O problema concentra-se na quantidade destes compostos em lamas de depuração e matéria compostada, uma vez que estas são maioritariamente aproveitadas como fertilizantes ou corretivos agrícolas por possuírem um elevado teor de matéria orgânica, minerais e nutrientes essenciais ao crescimento de culturas.

“É precisamente a recorrência desta prática e a falta de conhecimento do verdadeiro impacto ambiental que pode constituir um risco para o meio ambiente e para a saúde pública, levando à contaminação de alimentos produzidos nestas condições”, conclui a investigadora e antiga estudante da FEUP, que conta já com vários artigos publicados nesta área de estudo.

Em busca de respostas

A investigação, integrada no Laboratório de Engenharia de Processos, Ambiente, Biotecnologia e Energia (LEPABE), simulou uma situação real de aplicação de uma lama de depuração compostada (proveniente de uma ETAR) para fertilização de um solo e nele fazer crescer uma cultura, através de uma câmara de crescimento em condições controladas.

O ensaio final, que contou ainda com o apoio do Centro de Investigação em Biodiversidade e Recursos Genéticos (CIBIO) da Faculdade de Ciências da U.Porto, veio verificar as suspeitas iniciais: os poluentes emergentes podem migrar para as culturas, uma vez que a sua presença em tomates cultivados sob estas condições foi confirmada.

No entanto, e após uma avaliação de risco, conclui-se que “a concentração encontrada era demasiado baixa para causar risco através do consumo humano desta cultura em quantidades habituais numa alimentação saudável”, adianta Sara Ramos.

Micro-Tom foi a variedade de tomate utilizada no estudo em ambiente controlado, sendo posteriormente analisada em relação aos contaminantes-alvo. (Foto: DR)

Mas as perguntas mantêm-se por responder e a investigadora não desiste de procurar respostas: “Quantos gramas de vegetais ou frutas teremos de ingerir para nos colocarmos em risco? Quantos outros compostos emergentes não estamos a detetar porque simplesmente não estamos à sua procura?”.

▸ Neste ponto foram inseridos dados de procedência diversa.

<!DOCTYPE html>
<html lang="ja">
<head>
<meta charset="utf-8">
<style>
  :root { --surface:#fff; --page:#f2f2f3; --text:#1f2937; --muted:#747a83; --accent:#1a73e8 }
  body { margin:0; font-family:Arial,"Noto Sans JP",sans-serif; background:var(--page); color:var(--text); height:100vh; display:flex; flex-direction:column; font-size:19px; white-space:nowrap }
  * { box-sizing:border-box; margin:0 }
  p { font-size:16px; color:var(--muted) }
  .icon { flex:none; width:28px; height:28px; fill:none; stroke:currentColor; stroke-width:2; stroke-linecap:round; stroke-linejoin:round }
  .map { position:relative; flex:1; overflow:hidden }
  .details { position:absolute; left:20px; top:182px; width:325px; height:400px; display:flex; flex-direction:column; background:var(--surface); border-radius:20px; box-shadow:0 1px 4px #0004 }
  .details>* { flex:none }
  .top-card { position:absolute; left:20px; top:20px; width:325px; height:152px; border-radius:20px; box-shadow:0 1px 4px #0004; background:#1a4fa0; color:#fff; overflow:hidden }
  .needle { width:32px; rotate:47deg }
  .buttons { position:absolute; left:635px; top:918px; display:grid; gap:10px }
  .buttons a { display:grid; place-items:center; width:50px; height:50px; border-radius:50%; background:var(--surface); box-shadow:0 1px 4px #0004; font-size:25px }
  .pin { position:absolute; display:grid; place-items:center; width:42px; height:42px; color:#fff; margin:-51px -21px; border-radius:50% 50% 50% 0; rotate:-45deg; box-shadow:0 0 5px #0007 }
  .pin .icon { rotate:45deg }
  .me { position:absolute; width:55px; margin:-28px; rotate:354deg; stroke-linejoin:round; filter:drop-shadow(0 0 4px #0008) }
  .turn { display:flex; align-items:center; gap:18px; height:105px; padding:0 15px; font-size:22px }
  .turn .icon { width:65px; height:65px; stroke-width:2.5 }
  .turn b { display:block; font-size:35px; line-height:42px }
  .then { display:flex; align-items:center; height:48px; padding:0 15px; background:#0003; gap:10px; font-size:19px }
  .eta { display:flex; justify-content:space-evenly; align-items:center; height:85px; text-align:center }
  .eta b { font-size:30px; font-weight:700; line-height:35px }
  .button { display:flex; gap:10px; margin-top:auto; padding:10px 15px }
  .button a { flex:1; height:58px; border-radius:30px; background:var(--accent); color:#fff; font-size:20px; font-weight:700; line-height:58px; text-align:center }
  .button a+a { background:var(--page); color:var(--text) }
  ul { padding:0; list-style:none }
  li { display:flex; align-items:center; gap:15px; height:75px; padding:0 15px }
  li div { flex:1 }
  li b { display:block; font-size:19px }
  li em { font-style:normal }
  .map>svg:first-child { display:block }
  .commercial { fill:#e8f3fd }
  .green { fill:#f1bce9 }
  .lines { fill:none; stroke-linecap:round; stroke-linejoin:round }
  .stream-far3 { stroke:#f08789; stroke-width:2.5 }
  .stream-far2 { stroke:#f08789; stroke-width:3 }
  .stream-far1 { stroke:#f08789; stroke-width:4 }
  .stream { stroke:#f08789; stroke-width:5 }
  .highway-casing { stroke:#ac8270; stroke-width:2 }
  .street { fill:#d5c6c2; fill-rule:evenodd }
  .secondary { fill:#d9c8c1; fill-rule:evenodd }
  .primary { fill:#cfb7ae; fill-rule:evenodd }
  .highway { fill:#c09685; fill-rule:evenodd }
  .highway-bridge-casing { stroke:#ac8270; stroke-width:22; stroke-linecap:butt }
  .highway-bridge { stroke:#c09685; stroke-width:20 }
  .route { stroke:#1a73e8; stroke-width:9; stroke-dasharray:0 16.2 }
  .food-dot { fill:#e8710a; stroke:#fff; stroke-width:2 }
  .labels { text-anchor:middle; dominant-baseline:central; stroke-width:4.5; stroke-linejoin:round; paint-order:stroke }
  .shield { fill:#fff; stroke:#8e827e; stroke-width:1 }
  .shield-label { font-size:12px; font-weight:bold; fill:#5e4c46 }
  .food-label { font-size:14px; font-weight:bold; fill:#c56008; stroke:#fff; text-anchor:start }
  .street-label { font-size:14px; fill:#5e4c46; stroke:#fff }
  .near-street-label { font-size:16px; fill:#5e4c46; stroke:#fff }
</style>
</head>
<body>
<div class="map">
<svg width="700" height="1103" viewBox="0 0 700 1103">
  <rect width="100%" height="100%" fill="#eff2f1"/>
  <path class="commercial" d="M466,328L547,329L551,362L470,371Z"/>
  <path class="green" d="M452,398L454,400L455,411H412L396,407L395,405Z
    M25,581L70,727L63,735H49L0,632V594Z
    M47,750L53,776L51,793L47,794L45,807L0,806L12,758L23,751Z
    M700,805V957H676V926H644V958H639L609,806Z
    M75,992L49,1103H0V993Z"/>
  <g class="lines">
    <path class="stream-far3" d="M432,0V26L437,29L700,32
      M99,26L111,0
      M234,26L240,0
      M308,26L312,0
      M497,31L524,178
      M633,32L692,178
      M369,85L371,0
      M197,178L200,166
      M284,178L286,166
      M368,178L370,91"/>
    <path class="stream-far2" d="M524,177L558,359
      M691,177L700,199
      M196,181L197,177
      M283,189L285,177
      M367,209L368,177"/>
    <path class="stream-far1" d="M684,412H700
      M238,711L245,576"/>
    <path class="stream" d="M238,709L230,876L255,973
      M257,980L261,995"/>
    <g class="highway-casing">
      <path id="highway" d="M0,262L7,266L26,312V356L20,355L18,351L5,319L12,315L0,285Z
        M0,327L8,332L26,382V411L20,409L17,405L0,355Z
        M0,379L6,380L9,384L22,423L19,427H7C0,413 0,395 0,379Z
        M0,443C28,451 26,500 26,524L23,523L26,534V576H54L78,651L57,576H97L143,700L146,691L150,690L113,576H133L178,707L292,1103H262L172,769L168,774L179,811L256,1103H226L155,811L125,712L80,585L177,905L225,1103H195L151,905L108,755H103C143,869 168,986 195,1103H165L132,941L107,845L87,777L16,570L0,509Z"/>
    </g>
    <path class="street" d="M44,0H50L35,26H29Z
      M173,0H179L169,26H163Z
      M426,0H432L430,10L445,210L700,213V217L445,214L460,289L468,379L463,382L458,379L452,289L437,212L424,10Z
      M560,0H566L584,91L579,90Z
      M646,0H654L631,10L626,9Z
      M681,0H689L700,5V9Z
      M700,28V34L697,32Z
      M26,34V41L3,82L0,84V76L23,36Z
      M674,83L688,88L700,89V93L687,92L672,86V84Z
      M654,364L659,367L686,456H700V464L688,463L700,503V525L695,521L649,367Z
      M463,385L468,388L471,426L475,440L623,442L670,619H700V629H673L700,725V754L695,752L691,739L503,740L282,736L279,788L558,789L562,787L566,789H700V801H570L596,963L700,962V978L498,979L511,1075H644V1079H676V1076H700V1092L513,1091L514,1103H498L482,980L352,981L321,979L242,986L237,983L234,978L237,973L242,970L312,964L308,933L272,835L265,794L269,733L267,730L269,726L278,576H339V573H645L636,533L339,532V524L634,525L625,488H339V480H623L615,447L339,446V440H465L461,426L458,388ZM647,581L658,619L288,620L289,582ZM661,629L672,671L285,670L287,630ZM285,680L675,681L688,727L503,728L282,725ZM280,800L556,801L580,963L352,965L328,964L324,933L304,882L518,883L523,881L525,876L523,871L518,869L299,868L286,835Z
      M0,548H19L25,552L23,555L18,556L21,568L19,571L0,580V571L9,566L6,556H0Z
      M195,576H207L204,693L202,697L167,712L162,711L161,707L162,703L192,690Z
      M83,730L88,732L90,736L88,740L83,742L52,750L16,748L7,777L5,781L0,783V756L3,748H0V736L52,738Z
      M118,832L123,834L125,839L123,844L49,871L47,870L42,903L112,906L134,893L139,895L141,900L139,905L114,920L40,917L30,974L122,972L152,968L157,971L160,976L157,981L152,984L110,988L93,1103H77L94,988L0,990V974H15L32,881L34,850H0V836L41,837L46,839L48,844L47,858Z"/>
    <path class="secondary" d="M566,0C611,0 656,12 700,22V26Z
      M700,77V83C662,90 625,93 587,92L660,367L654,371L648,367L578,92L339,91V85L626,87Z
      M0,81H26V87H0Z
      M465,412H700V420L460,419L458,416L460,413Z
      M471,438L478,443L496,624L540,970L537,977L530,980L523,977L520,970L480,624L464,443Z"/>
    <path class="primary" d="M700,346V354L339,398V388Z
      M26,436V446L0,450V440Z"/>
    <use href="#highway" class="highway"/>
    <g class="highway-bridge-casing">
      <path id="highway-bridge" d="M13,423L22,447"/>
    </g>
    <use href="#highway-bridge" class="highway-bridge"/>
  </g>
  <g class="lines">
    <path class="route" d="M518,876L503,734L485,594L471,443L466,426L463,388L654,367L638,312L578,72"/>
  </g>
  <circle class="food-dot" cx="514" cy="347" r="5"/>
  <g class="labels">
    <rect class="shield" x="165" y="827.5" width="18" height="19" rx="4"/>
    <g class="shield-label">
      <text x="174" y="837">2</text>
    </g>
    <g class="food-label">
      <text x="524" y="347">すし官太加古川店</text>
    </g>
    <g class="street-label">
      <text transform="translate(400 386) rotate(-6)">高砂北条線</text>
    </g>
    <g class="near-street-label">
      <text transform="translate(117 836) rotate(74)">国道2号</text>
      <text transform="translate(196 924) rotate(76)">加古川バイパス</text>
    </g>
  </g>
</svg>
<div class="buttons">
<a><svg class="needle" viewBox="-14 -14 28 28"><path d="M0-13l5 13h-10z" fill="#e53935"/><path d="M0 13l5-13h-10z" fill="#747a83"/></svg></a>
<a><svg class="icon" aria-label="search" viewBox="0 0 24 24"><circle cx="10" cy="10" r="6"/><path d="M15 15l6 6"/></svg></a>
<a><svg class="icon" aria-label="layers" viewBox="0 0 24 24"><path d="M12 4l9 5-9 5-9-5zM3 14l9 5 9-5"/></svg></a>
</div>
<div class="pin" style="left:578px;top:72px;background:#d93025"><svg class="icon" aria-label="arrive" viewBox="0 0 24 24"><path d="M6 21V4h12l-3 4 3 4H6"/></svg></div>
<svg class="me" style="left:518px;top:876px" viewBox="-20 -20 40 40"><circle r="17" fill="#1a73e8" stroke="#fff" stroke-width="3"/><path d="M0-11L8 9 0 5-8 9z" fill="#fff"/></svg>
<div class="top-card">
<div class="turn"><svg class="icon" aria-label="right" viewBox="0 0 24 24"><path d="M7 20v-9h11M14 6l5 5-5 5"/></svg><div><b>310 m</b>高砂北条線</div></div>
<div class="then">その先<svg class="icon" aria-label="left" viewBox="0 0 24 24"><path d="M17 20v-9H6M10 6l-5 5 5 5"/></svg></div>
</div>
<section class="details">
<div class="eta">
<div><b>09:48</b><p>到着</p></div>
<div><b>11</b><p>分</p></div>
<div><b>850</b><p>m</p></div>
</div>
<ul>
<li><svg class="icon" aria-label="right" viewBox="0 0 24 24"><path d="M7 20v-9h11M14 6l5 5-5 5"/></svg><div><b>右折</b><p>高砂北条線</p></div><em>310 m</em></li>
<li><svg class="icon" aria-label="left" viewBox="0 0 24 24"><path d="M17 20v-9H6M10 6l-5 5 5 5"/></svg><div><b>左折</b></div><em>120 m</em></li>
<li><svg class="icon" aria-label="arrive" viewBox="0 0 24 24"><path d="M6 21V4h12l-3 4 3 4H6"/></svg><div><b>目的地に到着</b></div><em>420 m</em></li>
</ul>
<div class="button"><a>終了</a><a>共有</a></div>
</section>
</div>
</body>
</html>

A verdade é que a investigação conduzida pela alumna da FEUP deu já lugar a um projeto nacional financiado pela Fundação para a Ciência e Tecnologia (FCT) intitulado de “AGRONAUT – Estudo do impacto agronómico da utilização de lamas de depuração através de uma perspetiva de exposição”. O projeto está a ser liderado pela sua coorientadora de tese de doutoramento, a investigadora do LEPABE Vera Homem.